Ce danger, Valéry Giscard d’Estaing l’avait déjà pointé dans Le Nouvel Observateur (2 février 1976), en déclarant ne pas être favorable à la création d’un petit État indépendant au Sahara et en jugeant «regrettable la multiplication des micro-États».
Paradoxe saisissant: une partie de la gauche radicale espagnole, pourtant farouchement anti-impérialiste et viscéralement hostile au franquisme, n’a pas hésité à reprendre un récit forgé par Franco lui-même, comme le notait l’analyste Lahcen Haddad, en mars 2025, dans Atalayar. En croyant défendre les Sahraouis, ces courants reprennent en réalité l’un des héritages les plus cyniques du franquisme.
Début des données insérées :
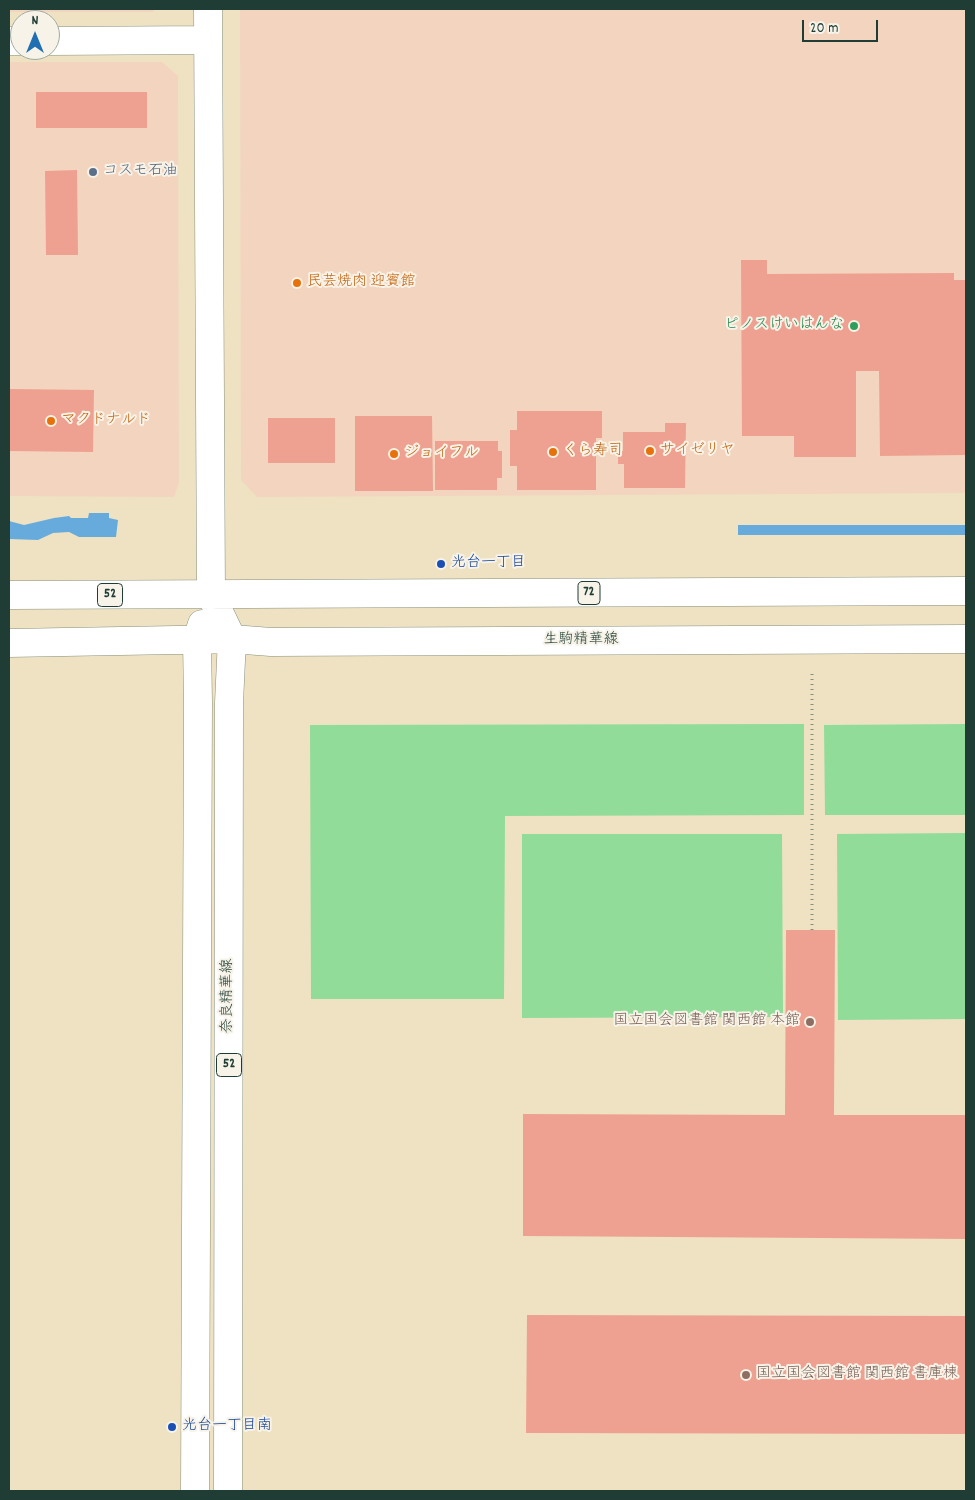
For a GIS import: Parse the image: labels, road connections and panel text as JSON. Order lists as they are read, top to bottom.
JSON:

Face à toutes ces incohérences, le Maroc oppose la constance. Ses provinces du Sud font partie intégrante de son histoire, comme en témoignent les liens multiples —historiques, religieux, politiques, économiques et culturels— qui les rattachent au Royaume.
L’offre d’autonomie élargie, saluée par l’ONU et jugée sérieuse et crédible par de nombreux partenaires, illustre cette cohérence: respecter la diversité locale tout en sauvegardant l’unité nationale.
On peut toujours brandir des drapeaux de carton-pâte, des récits cousus de slogans sans chair ni mémoire, mais le réel reste têtu: le Sahara Occidental est marocain. Le reste n’est que sable mouvant et mirages.